++++ Material to process ++++
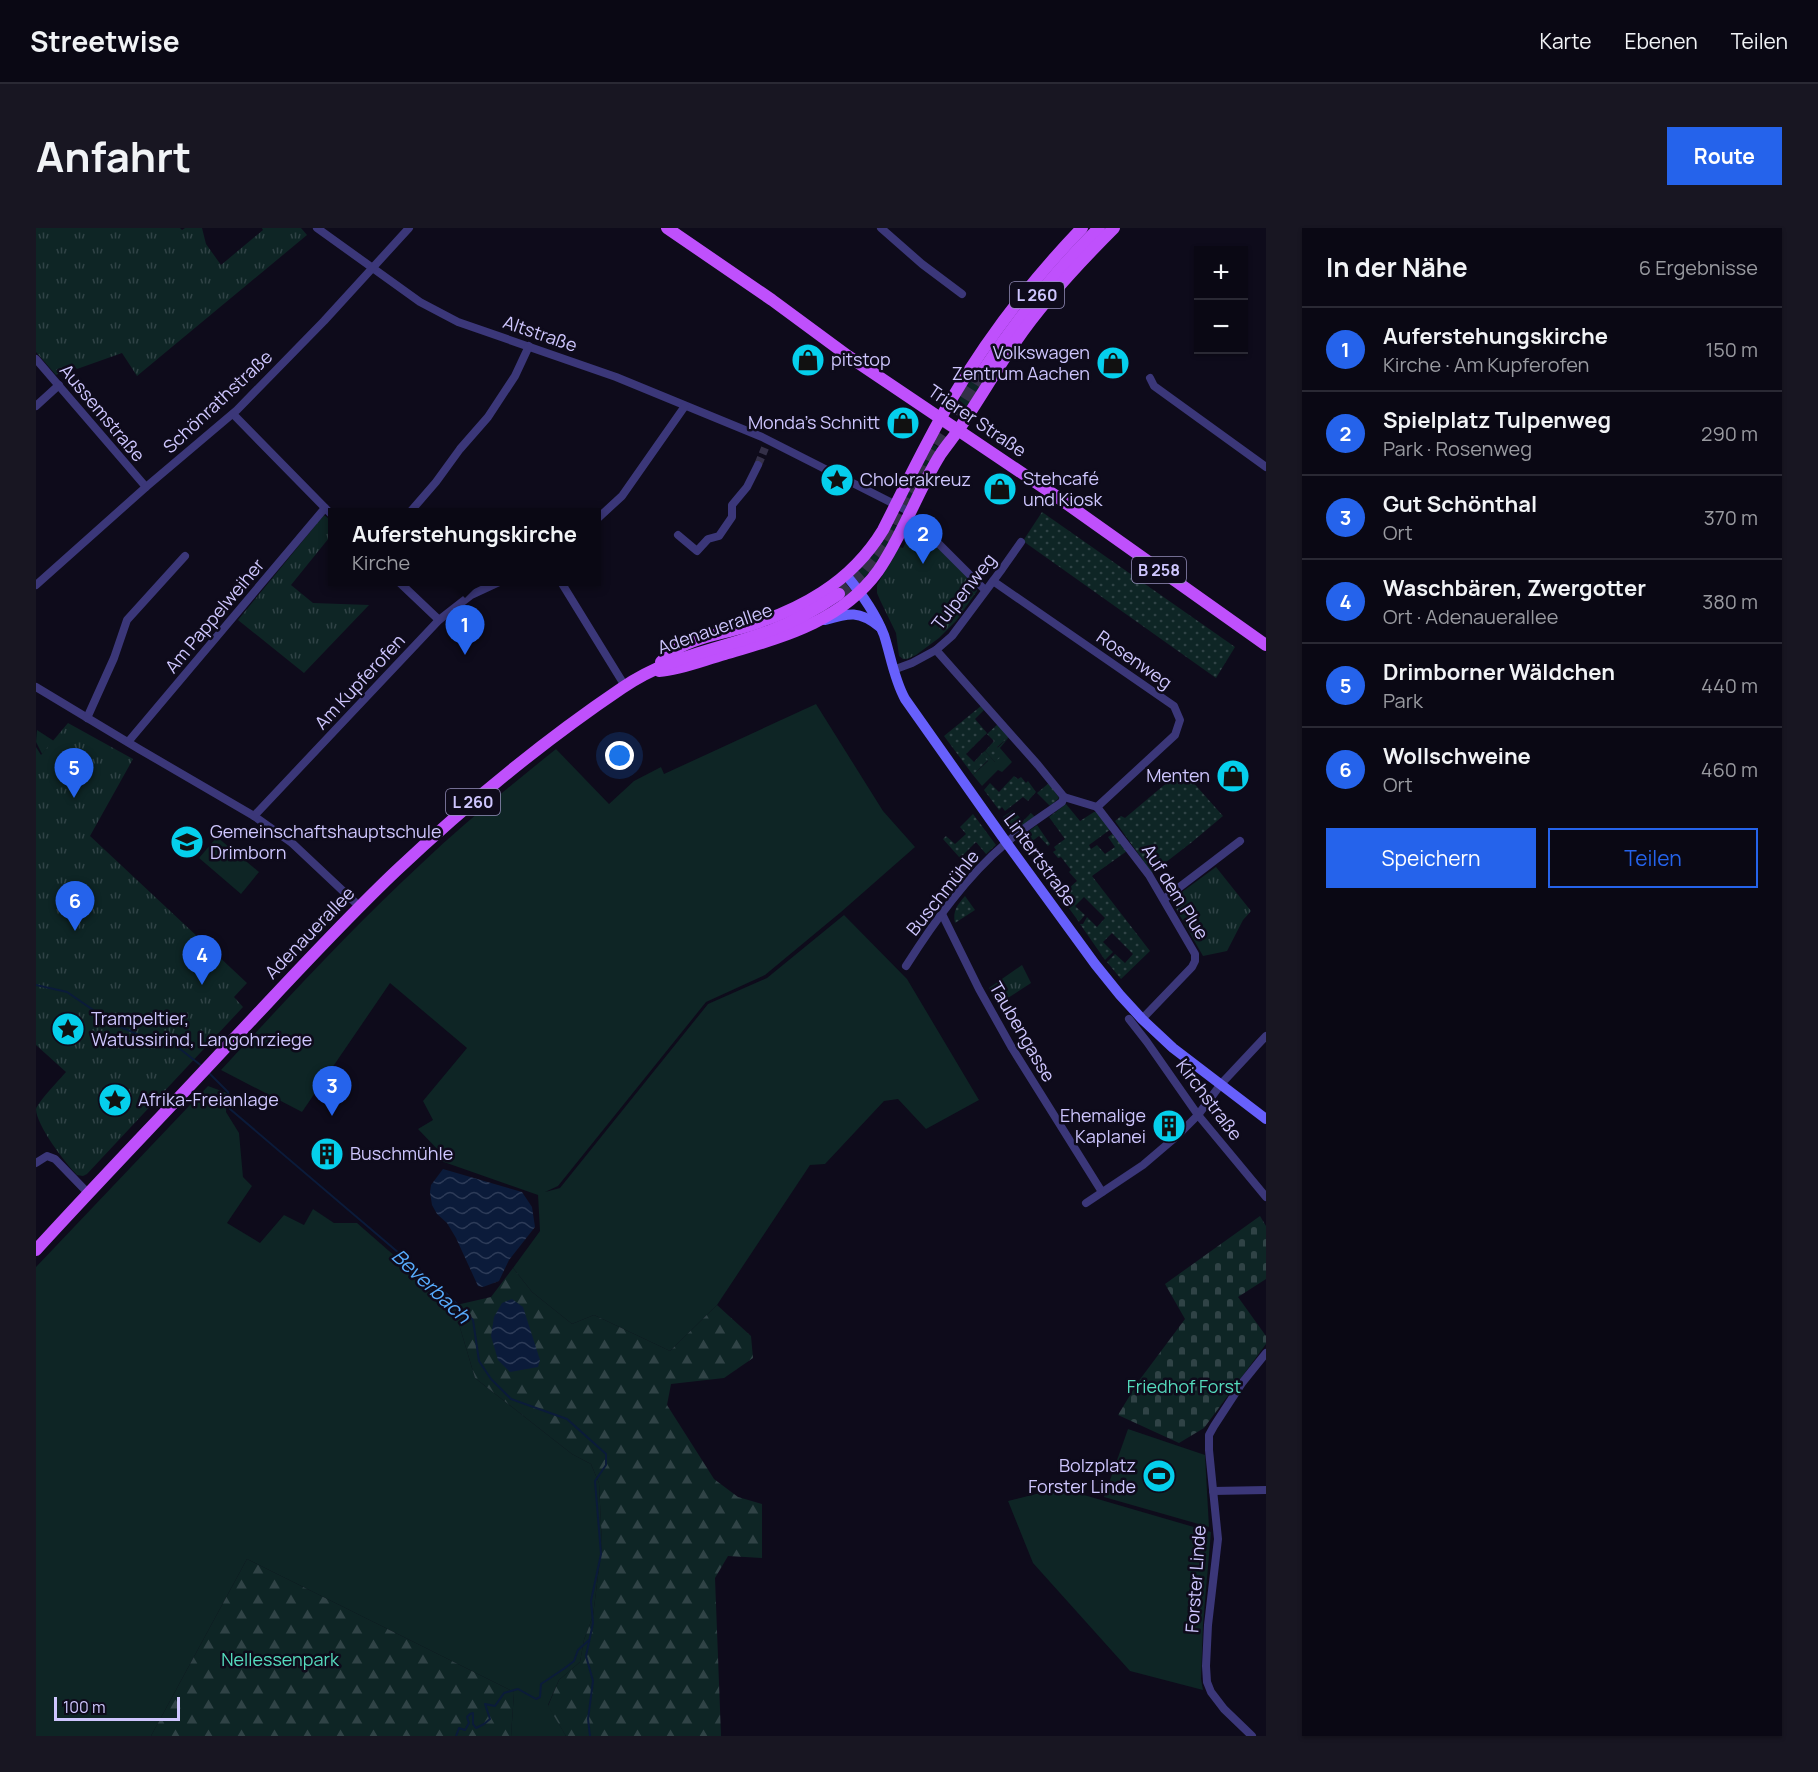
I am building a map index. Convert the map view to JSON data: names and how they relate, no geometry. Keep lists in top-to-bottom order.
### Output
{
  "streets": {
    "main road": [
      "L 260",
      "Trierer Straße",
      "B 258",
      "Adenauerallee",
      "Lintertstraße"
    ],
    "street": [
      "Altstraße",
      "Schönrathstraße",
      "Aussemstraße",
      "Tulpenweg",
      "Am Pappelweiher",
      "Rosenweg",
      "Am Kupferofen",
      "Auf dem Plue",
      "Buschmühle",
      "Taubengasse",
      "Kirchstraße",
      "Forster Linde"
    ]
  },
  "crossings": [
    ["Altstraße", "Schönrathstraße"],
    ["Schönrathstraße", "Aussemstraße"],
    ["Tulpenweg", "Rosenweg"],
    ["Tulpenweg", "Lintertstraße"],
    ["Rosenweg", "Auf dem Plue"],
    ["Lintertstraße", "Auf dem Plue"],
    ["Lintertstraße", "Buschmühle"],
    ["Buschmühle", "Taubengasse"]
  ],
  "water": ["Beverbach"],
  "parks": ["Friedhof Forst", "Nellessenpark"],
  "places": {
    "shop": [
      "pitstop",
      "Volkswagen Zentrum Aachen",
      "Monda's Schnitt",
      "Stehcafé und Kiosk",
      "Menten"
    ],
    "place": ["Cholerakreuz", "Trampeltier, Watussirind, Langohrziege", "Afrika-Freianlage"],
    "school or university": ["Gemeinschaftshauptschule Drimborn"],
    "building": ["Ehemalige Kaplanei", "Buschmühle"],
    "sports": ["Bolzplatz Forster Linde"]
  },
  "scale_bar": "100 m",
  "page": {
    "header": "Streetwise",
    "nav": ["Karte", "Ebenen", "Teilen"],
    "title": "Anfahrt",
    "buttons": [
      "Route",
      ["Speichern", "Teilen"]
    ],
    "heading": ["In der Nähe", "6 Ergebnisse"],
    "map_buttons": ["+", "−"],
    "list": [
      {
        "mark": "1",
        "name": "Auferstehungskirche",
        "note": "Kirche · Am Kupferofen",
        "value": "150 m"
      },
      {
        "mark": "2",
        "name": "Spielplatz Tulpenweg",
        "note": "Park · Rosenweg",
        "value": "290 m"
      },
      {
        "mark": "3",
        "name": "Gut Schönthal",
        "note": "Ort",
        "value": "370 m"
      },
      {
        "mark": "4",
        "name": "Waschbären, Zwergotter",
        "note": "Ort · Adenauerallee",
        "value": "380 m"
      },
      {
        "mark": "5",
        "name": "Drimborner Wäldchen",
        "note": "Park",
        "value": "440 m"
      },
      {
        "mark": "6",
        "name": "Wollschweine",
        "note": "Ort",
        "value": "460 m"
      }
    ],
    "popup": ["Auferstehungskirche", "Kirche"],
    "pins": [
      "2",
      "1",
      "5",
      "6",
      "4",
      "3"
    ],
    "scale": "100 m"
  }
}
++++
• **Task directions**:
Copy out the records exactly; the pictures stay behind.

• **Answer to the exercise**:
I am building a map index. Convert the map view to JSON data: names and how they relate, no geometry. Keep lists in top-to-bottom order.
### Output
{
  "streets": {
    "main road": [
      "L 260",
      "Trierer Straße",
      "B 258",
      "Adenauerallee",
      "Lintertstraße"
    ],
    "street": [
      "Altstraße",
      "Schönrathstraße",
      "Aussemstraße",
      "Tulpenweg",
      "Am Pappelweiher",
      "Rosenweg",
      "Am Kupferofen",
      "Auf dem Plue",
      "Buschmühle",
      "Taubengasse",
      "Kirchstraße",
      "Forster Linde"
    ]
  },
  "crossings": [
    ["Altstraße", "Schönrathstraße"],
    ["Schönrathstraße", "Aussemstraße"],
    ["Tulpenweg", "Rosenweg"],
    ["Tulpenweg", "Lintertstraße"],
    ["Rosenweg", "Auf dem Plue"],
    ["Lintertstraße", "Auf dem Plue"],
    ["Lintertstraße", "Buschmühle"],
    ["Buschmühle", "Taubengasse"]
  ],
  "water": ["Beverbach"],
  "parks": ["Friedhof Forst", "Nellessenpark"],
  "places": {
    "shop": [
      "pitstop",
      "Volkswagen Zentrum Aachen",
      "Monda's Schnitt",
      "Stehcafé und Kiosk",
      "Menten"
    ],
    "place": ["Cholerakreuz", "Trampeltier, Watussirind, Langohrziege", "Afrika-Freianlage"],
    "school or university": ["Gemeinschaftshauptschule Drimborn"],
    "building": ["Ehemalige Kaplanei", "Buschmühle"],
    "sports": ["Bolzplatz Forster Linde"]
  },
  "scale_bar": "100 m",
  "page": {
    "header": "Streetwise",
    "nav": ["Karte", "Ebenen", "Teilen"],
    "title": "Anfahrt",
    "buttons": [
      "Route",
      ["Speichern", "Teilen"]
    ],
    "heading": ["In der Nähe", "6 Ergebnisse"],
    "map_buttons": ["+", "−"],
    "list": [
      {
        "mark": "1",
        "name": "Auferstehungskirche",
        "note": "Kirche · Am Kupferofen",
        "value": "150 m"
      },
      {
        "mark": "2",
        "name": "Spielplatz Tulpenweg",
        "note": "Park · Rosenweg",
        "value": "290 m"
      },
      {
        "mark": "3",
        "name": "Gut Schönthal",
        "note": "Ort",
        "value": "370 m"
      },
      {
        "mark": "4",
        "name": "Waschbären, Zwergotter",
        "note": "Ort · Adenauerallee",
        "value": "380 m"
      },
      {
        "mark": "5",
        "name": "Drimborner Wäldchen",
        "note": "Park",
        "value": "440 m"
      },
      {
        "mark": "6",
        "name": "Wollschweine",
        "note": "Ort",
        "value": "460 m"
      }
    ],
    "popup": ["Auferstehungskirche", "Kirche"],
    "pins": [
      "2",
      "1",
      "5",
      "6",
      "4",
      "3"
    ],
    "scale": "100 m"
  }
}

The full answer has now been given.